Here’s how it works: “Creators” think of projects. To pay for those projects, they ask for small amounts of money from lots of people, usually through online platforms like Kickstarter or Indiegogo. Often, creators offer rewards to contributors. So far, so good … as long as the creators keep their end of the bargain.
The FTC just settled its first crowdfunding case against a creator who didn’t keep his promises. According to the FTC, Erik Chevalier, using the name “The Forking Path Co.,” said he was raising money to create a board game called “The Doom That Came to Atlantic City.” He promised that he’d use the money to make the game. He also promised specific rewards for contributing – like an early version of the game or pewter game figurines.
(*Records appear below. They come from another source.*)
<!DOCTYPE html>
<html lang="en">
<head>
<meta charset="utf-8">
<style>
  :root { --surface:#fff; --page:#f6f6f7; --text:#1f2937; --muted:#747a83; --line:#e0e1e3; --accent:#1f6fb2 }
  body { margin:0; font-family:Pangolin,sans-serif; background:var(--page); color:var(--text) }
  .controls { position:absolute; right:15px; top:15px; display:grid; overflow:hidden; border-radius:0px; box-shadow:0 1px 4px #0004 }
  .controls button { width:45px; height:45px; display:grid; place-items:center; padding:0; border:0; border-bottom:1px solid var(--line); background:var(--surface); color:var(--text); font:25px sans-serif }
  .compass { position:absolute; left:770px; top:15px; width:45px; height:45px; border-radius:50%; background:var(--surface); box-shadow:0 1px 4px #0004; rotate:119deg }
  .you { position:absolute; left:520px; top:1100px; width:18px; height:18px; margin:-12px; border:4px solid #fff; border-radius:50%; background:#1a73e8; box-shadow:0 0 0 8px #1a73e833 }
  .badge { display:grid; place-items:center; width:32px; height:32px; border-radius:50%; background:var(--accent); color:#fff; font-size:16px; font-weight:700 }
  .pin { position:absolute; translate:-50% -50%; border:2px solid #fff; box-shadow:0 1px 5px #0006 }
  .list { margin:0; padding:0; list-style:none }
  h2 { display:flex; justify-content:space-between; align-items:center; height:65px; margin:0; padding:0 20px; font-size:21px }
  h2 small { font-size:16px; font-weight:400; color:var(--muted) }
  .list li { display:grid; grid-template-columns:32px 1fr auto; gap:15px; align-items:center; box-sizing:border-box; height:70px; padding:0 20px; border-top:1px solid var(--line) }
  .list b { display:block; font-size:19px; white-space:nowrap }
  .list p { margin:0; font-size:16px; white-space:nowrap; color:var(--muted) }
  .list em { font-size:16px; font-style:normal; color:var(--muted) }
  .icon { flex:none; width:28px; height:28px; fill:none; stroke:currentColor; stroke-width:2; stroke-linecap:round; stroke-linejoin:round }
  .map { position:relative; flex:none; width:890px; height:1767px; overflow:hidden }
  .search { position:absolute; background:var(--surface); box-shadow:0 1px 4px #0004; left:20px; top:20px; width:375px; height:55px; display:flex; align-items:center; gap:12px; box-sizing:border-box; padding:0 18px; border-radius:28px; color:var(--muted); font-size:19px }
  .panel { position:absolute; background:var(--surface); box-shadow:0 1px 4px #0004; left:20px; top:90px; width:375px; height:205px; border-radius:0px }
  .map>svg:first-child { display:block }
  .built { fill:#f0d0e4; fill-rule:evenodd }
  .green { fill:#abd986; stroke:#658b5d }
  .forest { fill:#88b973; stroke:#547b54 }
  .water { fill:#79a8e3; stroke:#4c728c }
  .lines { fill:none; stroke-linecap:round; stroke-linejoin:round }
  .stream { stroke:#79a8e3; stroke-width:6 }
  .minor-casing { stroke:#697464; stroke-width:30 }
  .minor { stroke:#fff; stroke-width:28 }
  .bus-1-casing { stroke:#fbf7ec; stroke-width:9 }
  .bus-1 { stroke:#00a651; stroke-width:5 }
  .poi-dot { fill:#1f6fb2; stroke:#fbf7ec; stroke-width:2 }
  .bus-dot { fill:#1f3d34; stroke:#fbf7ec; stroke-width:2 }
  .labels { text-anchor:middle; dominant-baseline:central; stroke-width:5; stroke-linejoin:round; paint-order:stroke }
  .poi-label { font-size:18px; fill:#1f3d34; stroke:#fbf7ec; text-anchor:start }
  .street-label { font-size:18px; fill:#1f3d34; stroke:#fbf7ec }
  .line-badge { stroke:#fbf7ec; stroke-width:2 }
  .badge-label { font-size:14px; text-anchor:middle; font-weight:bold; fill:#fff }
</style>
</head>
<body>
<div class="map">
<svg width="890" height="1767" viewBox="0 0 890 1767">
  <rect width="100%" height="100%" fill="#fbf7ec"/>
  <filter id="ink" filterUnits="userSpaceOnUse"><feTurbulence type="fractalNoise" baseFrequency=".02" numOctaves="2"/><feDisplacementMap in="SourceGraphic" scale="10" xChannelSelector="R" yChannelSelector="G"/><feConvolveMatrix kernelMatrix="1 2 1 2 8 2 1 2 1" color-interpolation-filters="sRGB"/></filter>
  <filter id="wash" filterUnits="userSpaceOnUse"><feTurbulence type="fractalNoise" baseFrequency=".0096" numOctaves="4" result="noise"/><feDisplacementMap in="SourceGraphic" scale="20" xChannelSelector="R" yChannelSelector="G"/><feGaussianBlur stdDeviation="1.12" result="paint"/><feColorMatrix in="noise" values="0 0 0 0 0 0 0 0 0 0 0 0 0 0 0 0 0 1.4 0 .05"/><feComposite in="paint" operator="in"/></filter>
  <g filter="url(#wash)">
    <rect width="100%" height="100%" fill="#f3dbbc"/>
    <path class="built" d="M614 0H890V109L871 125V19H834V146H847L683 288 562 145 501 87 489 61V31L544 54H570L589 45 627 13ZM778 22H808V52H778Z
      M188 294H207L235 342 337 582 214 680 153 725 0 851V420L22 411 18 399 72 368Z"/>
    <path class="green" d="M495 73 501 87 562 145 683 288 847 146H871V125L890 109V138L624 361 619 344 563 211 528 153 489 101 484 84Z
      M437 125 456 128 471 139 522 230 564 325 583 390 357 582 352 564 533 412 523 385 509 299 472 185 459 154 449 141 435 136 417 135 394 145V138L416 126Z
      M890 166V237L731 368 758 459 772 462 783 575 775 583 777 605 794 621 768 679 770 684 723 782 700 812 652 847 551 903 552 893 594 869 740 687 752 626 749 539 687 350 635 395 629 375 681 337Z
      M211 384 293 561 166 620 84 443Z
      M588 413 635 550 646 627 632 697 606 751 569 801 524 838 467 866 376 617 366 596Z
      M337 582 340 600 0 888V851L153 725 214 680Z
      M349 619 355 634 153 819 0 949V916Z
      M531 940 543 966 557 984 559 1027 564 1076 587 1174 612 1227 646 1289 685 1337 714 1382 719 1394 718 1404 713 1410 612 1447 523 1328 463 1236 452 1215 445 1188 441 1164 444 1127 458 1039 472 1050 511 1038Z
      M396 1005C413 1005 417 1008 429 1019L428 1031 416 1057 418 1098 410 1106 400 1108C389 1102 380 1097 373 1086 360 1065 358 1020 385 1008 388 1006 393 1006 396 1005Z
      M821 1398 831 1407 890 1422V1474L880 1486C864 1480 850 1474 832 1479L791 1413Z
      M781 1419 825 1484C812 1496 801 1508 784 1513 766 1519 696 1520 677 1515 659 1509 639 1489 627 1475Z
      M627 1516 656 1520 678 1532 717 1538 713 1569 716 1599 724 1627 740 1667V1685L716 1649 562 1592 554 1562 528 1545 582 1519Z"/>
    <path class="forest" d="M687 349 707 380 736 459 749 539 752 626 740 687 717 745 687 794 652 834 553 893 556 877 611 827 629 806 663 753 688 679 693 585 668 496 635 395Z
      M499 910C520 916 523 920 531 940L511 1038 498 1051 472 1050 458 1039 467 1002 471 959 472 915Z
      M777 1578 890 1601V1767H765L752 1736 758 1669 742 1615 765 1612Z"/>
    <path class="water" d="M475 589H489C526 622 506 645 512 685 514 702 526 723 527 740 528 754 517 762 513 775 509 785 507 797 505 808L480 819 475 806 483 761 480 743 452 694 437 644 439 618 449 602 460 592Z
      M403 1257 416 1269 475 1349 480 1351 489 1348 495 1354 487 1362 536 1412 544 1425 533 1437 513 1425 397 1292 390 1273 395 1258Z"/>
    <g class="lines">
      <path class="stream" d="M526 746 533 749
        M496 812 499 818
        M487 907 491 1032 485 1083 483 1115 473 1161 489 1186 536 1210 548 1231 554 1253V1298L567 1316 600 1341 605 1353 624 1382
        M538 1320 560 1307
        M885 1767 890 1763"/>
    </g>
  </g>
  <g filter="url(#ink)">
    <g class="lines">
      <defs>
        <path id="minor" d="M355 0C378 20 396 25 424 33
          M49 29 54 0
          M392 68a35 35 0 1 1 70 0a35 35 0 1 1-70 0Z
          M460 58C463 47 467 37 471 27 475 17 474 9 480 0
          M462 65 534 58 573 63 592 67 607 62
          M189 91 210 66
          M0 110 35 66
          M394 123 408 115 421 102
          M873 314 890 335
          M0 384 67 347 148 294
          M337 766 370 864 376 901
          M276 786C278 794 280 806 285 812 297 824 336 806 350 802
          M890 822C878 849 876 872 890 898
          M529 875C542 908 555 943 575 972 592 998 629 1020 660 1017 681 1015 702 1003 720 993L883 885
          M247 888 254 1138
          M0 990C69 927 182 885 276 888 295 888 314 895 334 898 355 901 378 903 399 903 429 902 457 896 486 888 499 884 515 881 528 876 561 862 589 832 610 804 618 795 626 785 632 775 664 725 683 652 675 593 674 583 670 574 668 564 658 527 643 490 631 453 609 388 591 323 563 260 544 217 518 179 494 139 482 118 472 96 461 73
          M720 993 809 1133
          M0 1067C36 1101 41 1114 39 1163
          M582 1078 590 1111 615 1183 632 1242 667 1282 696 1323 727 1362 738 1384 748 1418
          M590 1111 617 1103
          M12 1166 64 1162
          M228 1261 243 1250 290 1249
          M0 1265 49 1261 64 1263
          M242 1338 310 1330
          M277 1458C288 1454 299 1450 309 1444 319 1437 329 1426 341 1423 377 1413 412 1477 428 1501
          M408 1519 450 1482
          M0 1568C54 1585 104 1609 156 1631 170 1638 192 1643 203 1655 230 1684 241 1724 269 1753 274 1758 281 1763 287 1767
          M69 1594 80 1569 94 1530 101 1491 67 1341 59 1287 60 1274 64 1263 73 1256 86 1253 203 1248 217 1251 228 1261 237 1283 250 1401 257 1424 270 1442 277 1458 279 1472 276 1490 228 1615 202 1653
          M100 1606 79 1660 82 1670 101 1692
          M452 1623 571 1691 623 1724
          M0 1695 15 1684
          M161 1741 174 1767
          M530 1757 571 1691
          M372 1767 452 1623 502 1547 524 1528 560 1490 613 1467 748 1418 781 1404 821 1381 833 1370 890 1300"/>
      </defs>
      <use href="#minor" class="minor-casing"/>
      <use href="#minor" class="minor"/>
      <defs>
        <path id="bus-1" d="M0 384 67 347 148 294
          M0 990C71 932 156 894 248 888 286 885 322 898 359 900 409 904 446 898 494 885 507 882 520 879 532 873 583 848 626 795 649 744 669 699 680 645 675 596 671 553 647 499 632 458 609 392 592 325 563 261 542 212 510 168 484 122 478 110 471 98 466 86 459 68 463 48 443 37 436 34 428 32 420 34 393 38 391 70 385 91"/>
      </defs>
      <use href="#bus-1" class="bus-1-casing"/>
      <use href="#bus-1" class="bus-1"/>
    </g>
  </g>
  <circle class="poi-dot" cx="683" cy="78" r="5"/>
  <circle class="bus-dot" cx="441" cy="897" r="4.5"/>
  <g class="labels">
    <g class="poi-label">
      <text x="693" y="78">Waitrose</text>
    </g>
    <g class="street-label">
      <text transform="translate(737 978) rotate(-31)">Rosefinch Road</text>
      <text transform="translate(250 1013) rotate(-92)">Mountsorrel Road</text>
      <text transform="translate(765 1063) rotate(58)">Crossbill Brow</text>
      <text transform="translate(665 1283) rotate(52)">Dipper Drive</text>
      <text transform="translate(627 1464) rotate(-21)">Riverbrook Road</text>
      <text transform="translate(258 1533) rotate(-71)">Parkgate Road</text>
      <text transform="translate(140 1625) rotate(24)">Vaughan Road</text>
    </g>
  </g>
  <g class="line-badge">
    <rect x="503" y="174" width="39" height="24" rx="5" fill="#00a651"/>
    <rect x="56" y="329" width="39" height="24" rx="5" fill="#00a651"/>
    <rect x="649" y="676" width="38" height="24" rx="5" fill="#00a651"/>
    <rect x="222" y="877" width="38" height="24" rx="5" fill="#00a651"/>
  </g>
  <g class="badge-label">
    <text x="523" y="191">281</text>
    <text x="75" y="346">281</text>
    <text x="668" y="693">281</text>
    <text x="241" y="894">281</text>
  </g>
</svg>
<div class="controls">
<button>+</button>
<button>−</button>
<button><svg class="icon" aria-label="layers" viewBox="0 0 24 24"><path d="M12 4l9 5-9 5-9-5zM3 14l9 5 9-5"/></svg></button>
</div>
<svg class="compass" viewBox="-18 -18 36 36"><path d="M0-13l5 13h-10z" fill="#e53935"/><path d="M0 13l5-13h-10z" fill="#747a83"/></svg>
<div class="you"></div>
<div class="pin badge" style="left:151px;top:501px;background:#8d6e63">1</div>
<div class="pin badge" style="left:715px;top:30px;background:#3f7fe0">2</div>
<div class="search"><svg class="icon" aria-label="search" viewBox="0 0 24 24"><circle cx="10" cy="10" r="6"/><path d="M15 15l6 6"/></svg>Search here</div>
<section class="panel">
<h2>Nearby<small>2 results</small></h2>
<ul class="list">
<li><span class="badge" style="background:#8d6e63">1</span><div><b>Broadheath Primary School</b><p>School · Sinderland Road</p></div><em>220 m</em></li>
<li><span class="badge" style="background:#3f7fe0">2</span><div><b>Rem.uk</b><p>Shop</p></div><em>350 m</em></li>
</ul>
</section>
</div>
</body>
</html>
Can you guess what’s coming? Right. He never made the board game. He never sent rewards. And he never gave consumers their money back.
The FTC’s complaint says that Chevalier’s promises were deceptive. The case offers a classic lesson in consumer protection law: when you make a promise, you have to deliver.
How can you avoid crowdfunding frauds like this? Check out the creator’s background and reviews:
- Has the creator launched other products successfully?
- Has the creator supported other projects?
- What does the creator promise?
Some crowdfunding platforms encourage their creators to follow best practices.
If you learn about a crowdfunding scam:
- File a complaint with the Federal Trade Commission.
- File a complaint with your state Attorney General.
- Warn other consumers — comment on the creator’s profile on the crowdfunding site.